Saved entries
"""
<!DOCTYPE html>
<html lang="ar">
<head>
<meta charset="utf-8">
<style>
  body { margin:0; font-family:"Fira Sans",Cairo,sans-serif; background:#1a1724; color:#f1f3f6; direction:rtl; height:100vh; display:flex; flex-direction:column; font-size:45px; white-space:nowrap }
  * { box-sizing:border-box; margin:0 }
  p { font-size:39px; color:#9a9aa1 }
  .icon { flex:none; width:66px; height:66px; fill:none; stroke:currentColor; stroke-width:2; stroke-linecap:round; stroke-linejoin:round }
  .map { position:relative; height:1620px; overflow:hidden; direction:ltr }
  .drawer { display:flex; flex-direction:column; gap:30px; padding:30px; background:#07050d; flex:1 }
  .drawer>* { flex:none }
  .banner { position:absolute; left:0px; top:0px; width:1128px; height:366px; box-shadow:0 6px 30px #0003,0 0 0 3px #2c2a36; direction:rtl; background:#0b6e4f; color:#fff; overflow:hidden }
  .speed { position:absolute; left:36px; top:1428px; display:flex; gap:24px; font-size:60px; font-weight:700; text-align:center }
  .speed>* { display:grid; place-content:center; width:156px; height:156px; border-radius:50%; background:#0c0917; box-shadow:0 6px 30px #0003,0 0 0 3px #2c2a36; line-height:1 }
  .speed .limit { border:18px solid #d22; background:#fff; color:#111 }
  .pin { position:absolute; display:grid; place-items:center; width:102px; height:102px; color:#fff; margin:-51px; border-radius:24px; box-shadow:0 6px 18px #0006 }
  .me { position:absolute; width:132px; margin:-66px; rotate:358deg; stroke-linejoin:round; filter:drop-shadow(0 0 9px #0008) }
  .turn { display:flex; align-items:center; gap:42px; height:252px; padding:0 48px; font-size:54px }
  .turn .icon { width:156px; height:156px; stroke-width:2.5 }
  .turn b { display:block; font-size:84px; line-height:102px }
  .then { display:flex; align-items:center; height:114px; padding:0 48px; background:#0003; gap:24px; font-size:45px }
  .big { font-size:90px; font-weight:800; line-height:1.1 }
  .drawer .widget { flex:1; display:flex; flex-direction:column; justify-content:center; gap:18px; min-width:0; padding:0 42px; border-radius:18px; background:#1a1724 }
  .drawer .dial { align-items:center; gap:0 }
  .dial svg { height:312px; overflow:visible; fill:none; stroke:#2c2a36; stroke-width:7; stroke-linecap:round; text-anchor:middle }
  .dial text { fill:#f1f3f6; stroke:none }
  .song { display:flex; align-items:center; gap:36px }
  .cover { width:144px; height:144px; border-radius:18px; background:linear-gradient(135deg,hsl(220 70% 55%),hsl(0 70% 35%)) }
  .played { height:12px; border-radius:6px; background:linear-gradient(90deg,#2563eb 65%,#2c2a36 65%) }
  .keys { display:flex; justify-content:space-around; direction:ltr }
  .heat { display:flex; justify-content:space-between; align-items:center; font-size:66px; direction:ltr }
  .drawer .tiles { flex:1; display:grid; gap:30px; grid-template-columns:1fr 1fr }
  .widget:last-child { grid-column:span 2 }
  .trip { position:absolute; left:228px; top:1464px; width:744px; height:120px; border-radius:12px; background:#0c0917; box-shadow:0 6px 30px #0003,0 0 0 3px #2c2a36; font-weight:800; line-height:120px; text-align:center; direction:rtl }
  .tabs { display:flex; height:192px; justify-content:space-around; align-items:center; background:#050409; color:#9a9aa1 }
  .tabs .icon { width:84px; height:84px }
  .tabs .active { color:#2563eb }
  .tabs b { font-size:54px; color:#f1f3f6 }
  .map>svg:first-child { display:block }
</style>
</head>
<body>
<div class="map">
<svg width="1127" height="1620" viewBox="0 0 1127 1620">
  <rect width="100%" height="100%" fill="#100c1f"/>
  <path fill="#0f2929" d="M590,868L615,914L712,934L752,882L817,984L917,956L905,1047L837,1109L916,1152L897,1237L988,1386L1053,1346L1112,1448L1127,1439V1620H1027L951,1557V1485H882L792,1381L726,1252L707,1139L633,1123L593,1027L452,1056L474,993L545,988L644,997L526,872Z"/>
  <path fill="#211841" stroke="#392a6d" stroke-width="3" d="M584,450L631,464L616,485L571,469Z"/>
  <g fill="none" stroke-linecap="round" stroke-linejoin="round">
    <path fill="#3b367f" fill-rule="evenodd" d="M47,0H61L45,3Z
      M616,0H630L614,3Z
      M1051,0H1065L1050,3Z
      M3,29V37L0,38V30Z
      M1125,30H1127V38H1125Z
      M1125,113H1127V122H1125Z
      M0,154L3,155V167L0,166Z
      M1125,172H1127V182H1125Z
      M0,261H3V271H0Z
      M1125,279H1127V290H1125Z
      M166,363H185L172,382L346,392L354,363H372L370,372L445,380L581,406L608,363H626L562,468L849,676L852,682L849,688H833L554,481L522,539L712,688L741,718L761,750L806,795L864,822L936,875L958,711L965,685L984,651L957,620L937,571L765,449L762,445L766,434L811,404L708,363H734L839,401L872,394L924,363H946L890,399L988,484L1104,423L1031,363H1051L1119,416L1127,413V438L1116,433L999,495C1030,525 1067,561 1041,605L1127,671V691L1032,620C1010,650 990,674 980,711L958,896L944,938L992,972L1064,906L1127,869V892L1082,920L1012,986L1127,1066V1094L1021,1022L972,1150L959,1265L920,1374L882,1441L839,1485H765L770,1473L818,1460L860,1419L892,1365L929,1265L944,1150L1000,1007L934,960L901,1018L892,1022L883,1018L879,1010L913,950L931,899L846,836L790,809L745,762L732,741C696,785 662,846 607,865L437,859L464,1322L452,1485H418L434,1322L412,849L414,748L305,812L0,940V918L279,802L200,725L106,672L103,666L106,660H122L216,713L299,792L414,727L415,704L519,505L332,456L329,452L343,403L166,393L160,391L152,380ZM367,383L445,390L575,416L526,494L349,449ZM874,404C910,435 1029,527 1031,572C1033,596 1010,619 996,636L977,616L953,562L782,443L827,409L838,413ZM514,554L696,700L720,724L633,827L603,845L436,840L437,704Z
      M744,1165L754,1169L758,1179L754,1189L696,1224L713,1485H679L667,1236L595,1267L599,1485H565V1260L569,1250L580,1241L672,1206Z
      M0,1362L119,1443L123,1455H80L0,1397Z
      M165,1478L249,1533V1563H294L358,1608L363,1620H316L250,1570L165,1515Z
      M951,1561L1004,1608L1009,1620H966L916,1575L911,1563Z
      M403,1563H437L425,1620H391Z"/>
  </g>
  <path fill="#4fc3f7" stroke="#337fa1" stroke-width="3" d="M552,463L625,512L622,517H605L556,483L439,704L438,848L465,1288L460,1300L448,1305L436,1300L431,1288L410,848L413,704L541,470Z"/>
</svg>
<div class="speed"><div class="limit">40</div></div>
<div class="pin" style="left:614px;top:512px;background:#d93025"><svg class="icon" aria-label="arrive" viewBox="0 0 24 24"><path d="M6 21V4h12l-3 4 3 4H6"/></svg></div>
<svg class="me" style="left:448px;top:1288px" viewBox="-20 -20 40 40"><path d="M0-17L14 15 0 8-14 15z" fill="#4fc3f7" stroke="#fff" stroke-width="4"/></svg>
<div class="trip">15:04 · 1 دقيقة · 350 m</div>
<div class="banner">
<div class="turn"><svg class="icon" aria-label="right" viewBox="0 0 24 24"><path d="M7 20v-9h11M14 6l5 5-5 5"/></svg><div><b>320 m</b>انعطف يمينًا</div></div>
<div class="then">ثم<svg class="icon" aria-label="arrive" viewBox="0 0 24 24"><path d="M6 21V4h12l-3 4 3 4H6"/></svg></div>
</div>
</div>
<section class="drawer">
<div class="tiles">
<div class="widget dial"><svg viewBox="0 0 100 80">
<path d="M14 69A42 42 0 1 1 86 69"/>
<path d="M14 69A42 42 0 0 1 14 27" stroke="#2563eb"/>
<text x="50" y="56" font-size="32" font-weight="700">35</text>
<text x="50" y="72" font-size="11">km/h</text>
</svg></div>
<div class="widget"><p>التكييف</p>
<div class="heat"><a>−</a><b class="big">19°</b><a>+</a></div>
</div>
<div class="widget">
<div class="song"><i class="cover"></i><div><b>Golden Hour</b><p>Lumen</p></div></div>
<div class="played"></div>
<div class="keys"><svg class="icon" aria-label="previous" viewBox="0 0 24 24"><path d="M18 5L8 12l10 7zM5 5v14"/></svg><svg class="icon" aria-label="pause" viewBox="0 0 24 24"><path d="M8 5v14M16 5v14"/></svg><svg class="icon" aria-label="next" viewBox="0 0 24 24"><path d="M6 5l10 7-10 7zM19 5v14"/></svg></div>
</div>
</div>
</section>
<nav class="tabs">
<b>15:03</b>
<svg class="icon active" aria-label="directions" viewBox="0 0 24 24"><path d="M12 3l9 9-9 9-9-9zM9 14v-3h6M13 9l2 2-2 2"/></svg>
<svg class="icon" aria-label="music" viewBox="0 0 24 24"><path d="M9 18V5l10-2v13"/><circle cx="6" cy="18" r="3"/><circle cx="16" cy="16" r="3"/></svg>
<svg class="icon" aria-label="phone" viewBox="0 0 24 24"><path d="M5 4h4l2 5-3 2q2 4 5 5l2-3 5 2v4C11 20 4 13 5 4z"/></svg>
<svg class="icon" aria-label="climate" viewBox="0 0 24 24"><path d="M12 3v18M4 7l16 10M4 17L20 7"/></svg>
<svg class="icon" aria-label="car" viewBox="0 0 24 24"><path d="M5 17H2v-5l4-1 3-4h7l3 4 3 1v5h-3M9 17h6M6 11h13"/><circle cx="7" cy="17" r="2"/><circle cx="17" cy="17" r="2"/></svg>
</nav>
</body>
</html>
"""
Exercise directions →
How many lines above contain the word "child"? Answer with the number alone.

Answer section →
2